Un punto di vista che sembra abbastanza aderente alla visione paranoica della Svezia di Larsson... "Non è proprio così. Direi che Stieg ha scritto i suoi romanzi prendendosi alcune libertà artistiche. Tuttavia è stato certamente più a contatto di quanto sia mai capitato a me con gli anfratti nascosti della società svedese, luoghi in cui gli individui più stimati e potenti sono anche i peggiori criminali". Nesser sorride. "È certamente piacevole leggere le sue storie di complotti. È la rivincita dei poveri. Fa piacere osservare il crollo di chi era sempre stato ritenuto ricco e intoccabile".
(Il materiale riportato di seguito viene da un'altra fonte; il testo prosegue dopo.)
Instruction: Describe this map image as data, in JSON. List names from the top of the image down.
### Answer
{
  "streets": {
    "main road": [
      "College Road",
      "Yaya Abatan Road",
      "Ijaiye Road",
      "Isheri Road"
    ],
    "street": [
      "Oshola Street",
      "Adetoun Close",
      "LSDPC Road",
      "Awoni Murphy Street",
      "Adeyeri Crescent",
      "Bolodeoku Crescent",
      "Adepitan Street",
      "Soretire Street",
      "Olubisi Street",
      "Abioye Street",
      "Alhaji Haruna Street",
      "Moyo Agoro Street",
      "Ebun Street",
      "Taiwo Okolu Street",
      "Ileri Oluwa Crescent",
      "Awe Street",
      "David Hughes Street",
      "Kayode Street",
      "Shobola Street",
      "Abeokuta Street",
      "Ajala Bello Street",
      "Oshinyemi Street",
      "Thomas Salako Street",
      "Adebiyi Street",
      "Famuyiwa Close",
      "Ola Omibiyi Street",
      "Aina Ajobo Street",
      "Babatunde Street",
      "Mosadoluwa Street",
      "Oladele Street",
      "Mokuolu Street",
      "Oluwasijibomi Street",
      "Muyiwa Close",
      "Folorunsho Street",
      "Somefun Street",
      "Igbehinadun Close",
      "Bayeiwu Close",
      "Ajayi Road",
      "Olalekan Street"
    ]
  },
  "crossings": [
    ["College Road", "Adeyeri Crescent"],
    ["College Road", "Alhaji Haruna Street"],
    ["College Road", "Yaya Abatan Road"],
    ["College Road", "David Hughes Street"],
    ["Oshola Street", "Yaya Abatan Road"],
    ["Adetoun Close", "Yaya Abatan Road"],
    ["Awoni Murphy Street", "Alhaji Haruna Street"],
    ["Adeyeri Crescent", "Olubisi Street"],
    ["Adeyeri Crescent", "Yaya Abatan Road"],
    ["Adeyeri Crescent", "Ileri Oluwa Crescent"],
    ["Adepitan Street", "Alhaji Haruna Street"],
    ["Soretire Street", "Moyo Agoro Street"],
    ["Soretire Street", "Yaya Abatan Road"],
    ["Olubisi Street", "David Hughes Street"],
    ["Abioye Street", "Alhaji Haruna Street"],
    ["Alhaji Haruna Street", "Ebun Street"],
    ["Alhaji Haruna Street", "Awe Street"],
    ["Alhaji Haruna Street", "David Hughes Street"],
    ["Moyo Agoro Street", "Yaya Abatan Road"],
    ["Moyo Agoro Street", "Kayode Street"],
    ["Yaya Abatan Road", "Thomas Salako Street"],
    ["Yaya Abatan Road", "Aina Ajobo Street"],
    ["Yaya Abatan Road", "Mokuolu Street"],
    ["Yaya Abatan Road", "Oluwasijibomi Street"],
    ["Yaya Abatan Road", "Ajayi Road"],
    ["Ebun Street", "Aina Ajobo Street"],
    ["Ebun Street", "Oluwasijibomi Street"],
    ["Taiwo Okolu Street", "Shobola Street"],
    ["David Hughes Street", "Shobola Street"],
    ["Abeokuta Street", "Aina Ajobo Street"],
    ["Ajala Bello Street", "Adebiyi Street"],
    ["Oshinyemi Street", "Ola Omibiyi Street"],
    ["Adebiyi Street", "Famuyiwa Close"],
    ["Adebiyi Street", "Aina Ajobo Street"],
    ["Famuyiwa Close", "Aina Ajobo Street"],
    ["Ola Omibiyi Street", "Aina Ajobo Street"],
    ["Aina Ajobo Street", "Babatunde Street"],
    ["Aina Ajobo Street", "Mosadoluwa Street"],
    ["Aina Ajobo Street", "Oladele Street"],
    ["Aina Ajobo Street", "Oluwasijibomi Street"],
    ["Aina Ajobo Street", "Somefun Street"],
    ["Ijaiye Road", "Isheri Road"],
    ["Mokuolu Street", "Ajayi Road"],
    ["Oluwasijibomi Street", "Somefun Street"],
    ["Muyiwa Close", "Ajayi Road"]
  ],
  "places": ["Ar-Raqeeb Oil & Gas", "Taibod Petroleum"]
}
Stieg Larsson si è concentrato sui risvolti oscuri della politica

Più flemmatico di Nesser, Johan Theorin mostra una maggiore benevolenza per la Svezia raccontata da Stieg Larsson. "Il carattere dei personaggi, la sessualità e la violenza hanno sicuramente dei tratti troppo caricati. Ho avuto occasione di incontrare uomini che ricordano vagamente Mikael Blomkvist, il giornalista protagonista della saga. Però non ho mai conosciuto nessuno che fosse così terribile come Lisbeth Salander, l'altro personaggio principale, una giovane autistica e ultra violenta".

Theorin sorride e continua: "Anthony Burgess sosteneva che gli scandinavi sono il popolo più severo del mondo, attentissimi alle regole. Aveva viaggiato molto, ed evidentemente sapeva ciò che diceva. In qualche modo associava questa caratteristica al fatto che gli scandinavi non credono in dio."

"Gli svedesi si fidano volentieri degli altri, e gli altri si fidano volentieri degli svedesi", aggiunge. "Stieg Larsson faceva parte di quel tipo di giornalisti che scrutano costantemente lo stato alla ricerca dei suoi risvolti oscuri. Può darsi che si sia concentrato sui piccoli difetti dei politici invece di riconoscere che, nell'insieme, in Svezia tutto funziona piuttosto bene".

A questo punto decido di rischiare e faccio un'altra domanda: l'ideale socialdemocratico, criticato nelle opere di Larsson, esiste ancora nel mondo reale? Johan Theorin esita: "In un anno di elezioni come quello che stiamo vivendo – a settembre eleggeremo un nuovo governo – le idee socialdemocratiche sembrano tornare di moda. Anche se, tutto sommato, bisogna riconoscere che la Svezia resta un paese molto equo per quanto riguarda l'assistenza medica e l'istruzione. Allo stesso tempo, però, è innegabile che ormai sia diventata una nazione europea capitalista come le altre".

Quando domando a Håkan Nesser e Johan Theorin se gli svedesi siano fieri di Stig Larsson, Nesser sfodera di nuovo il suo famoso sorriso forzato e risponde: "Sì, lo sono. La gente ama sempre gli scrittori di polizieschi di sinistra, proprio come Stieg. Ma la cosa peggiore è che qui tutti sono fieri anche degli Abba".